> _The task_
The answer must consist solely of the lines from the opening line of the entries through the line with "ctx.strokeStyle = color;", transcribed exactly and without any pictures.

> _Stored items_
+++
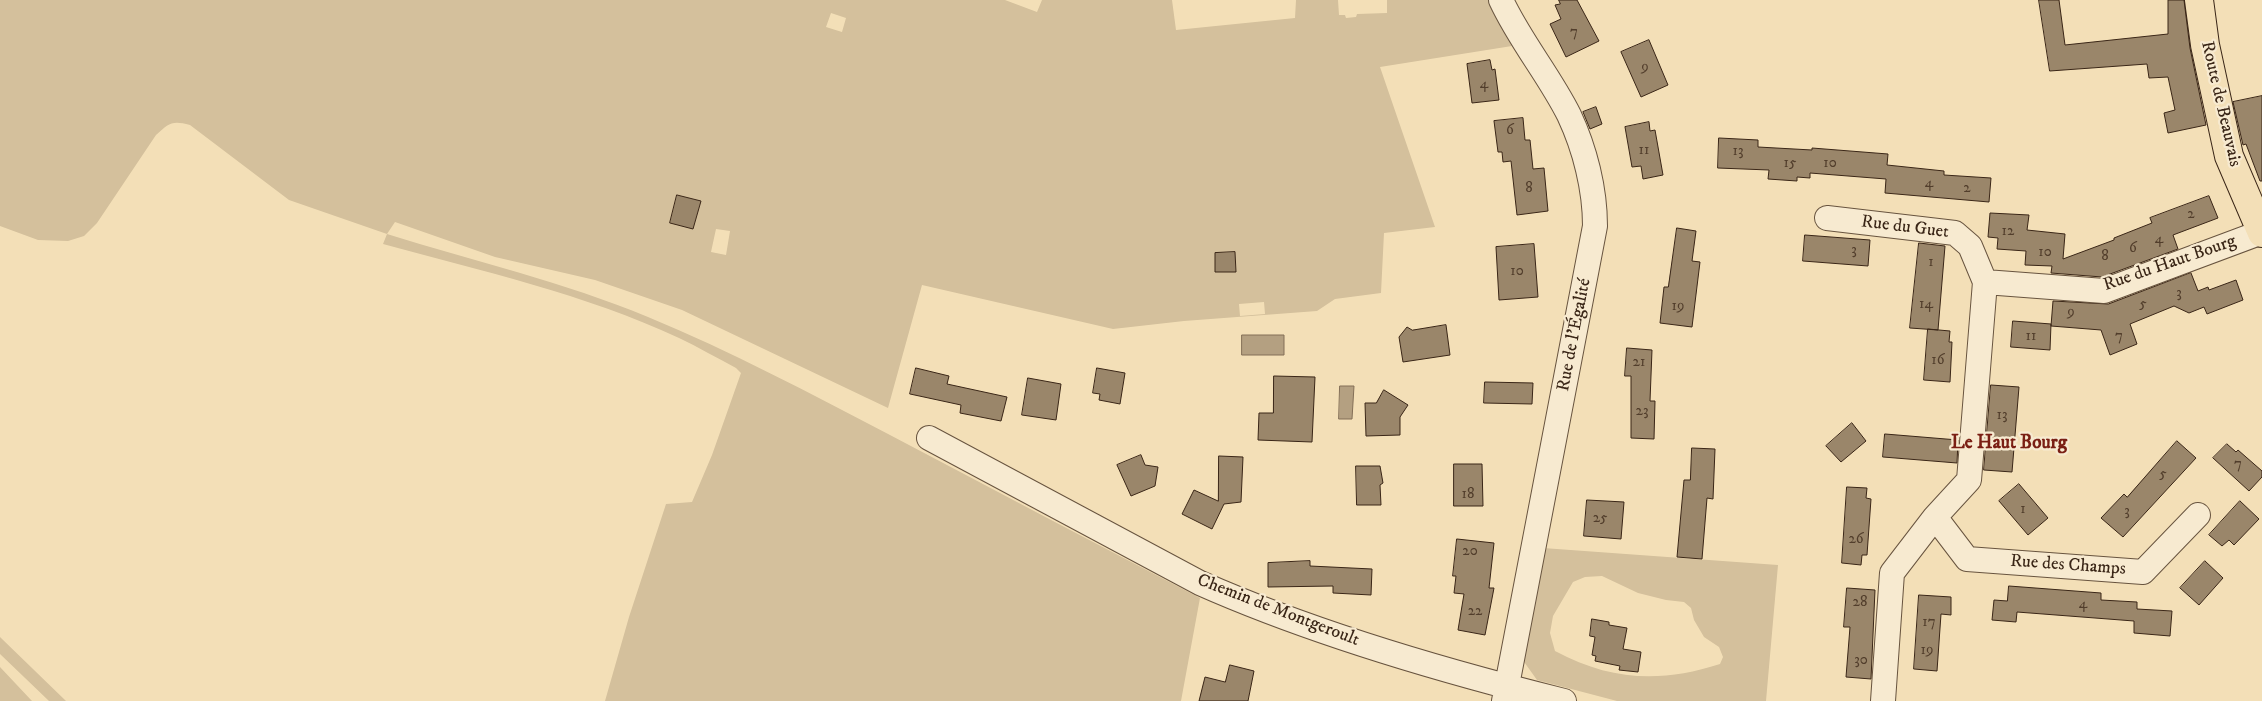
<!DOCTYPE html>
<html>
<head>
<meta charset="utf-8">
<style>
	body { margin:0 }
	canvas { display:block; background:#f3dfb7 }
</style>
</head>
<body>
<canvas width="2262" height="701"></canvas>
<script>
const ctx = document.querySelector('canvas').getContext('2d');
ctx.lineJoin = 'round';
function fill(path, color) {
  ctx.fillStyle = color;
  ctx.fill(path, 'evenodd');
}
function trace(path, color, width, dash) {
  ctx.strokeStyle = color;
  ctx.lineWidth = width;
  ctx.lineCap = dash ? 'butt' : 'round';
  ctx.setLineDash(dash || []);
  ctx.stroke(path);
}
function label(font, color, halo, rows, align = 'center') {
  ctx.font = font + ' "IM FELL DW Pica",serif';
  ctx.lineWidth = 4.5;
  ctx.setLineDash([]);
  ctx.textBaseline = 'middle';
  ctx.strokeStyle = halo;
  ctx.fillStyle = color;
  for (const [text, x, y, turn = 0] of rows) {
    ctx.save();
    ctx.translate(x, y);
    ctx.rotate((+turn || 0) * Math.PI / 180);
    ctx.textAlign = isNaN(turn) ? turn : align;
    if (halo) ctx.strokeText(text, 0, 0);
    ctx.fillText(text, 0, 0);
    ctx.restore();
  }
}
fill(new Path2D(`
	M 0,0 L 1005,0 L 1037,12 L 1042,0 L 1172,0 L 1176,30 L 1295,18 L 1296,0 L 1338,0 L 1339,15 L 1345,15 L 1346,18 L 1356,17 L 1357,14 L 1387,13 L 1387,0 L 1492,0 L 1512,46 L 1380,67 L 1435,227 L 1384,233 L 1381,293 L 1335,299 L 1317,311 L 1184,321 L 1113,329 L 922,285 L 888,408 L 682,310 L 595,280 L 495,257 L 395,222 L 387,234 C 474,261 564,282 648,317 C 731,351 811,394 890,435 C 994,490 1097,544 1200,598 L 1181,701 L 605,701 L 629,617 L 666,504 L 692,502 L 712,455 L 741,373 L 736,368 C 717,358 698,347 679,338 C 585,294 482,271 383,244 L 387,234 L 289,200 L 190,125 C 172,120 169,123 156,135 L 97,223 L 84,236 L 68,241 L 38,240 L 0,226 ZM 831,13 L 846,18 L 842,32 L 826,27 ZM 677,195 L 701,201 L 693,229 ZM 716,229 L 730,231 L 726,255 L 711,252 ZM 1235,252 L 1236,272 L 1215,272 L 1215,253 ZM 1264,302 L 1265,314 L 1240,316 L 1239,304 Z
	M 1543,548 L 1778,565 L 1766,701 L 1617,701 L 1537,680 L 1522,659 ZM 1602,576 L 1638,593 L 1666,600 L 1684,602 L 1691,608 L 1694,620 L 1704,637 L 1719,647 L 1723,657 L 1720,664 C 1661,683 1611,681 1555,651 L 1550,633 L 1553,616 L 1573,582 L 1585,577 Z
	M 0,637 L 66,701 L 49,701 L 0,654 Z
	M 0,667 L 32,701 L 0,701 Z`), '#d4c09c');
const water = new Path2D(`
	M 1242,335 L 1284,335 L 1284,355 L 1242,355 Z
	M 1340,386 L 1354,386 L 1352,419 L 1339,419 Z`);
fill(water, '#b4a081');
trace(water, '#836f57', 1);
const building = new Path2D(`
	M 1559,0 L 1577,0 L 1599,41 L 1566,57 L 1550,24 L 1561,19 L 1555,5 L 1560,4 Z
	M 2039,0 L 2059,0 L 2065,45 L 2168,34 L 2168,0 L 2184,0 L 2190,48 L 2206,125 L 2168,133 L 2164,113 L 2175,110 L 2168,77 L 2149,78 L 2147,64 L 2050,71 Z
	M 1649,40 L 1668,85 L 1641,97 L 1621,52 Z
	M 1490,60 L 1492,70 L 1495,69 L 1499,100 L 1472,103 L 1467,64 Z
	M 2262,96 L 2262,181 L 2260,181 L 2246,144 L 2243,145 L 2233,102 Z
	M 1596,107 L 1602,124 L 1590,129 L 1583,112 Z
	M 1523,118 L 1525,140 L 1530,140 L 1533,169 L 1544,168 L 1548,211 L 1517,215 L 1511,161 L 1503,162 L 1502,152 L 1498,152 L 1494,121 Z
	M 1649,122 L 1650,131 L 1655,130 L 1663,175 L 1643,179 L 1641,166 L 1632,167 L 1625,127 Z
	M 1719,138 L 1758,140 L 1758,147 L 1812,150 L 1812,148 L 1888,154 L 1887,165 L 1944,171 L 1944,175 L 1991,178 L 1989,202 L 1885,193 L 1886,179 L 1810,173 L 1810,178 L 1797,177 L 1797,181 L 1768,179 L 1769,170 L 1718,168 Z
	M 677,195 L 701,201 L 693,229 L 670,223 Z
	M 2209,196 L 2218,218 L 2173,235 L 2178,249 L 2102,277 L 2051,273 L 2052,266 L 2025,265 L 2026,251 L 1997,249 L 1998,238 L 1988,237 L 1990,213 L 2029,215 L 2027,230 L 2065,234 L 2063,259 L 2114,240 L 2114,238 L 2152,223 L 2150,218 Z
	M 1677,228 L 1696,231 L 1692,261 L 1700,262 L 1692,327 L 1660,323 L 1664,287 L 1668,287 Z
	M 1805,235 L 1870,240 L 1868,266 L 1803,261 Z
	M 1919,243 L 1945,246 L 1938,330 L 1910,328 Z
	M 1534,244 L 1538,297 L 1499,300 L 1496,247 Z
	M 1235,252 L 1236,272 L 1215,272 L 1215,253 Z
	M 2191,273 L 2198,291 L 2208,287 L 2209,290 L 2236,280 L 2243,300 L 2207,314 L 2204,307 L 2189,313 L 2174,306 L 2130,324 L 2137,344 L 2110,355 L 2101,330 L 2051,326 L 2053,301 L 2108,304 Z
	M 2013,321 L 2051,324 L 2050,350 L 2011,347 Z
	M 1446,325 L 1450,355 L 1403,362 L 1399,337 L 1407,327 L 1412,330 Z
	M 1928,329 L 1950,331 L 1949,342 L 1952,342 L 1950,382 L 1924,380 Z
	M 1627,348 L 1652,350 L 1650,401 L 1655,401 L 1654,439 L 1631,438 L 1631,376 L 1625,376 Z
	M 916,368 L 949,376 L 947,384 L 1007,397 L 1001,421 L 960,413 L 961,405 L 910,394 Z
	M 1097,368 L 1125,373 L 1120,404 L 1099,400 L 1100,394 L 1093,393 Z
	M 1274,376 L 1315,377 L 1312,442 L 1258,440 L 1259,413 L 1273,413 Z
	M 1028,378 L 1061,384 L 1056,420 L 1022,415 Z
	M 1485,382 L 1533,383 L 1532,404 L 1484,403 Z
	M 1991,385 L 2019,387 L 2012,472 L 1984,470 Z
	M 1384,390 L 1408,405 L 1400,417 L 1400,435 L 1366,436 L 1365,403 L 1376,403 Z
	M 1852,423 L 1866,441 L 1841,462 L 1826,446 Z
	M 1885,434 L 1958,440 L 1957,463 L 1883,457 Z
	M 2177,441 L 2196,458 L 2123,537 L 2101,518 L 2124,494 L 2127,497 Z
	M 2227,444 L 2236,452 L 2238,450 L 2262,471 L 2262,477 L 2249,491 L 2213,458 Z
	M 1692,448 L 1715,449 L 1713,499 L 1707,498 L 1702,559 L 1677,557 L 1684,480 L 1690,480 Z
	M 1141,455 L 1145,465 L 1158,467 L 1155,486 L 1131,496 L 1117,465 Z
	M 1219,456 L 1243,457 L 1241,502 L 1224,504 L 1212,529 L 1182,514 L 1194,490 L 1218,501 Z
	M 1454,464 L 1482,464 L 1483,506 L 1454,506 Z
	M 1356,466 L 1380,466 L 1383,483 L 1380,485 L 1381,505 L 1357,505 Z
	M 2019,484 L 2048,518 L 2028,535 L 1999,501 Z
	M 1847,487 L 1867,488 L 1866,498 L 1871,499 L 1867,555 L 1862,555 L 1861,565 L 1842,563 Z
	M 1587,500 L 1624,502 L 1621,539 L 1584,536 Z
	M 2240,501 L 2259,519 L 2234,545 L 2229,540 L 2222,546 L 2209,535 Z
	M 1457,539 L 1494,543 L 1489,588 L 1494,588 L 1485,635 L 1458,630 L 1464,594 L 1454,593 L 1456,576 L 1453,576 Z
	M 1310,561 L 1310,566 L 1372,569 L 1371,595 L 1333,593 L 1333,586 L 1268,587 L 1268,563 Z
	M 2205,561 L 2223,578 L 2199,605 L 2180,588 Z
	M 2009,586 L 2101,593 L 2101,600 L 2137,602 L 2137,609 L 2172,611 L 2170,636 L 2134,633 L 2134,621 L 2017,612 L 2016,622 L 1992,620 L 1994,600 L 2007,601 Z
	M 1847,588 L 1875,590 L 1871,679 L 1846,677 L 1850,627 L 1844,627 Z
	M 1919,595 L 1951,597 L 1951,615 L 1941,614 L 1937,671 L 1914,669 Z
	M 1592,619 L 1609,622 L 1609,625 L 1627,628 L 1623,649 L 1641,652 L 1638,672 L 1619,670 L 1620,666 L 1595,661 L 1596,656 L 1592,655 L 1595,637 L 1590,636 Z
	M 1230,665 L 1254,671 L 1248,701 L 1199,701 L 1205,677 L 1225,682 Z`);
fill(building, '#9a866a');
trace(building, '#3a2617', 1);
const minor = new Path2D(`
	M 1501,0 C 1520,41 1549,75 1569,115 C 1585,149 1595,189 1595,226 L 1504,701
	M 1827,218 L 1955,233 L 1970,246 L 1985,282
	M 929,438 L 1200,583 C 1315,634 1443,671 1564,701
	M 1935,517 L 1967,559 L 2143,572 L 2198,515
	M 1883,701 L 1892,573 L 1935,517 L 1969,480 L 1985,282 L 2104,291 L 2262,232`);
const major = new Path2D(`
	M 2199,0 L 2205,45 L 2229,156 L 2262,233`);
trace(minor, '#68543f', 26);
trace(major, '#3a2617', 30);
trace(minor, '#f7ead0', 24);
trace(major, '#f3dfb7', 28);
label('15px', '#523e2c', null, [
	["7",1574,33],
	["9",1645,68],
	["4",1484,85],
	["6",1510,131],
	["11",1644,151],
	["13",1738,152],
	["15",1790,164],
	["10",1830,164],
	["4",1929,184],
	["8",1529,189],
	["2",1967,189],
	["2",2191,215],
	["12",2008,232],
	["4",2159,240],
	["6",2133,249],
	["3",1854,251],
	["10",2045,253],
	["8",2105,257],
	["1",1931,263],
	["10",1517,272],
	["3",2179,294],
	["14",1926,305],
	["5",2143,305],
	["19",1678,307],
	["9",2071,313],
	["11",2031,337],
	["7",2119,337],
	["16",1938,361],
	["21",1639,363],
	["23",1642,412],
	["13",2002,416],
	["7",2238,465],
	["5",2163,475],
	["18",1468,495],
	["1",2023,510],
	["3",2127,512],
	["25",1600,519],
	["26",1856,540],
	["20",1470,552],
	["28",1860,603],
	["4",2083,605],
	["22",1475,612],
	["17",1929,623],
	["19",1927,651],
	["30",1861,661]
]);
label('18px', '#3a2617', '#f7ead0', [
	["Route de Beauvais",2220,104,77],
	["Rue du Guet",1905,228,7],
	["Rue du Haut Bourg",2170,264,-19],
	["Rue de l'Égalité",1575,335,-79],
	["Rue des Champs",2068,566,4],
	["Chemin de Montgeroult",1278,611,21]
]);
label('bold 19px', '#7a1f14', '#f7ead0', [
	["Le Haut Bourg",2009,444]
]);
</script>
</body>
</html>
+++
> _Answer box_
<!DOCTYPE html>
<html>
<head>
<meta charset="utf-8">
<style>
	body { margin:0 }
	canvas { display:block; background:#f3dfb7 }
</style>
</head>
<body>
<canvas width="2262" height="701"></canvas>
<script>
const ctx = document.querySelector('canvas').getContext('2d');
ctx.lineJoin = 'round';
function fill(path, color) {
  ctx.fillStyle = color;
  ctx.fill(path, 'evenodd');
}
function trace(path, color, width, dash) {
  ctx.strokeStyle = color;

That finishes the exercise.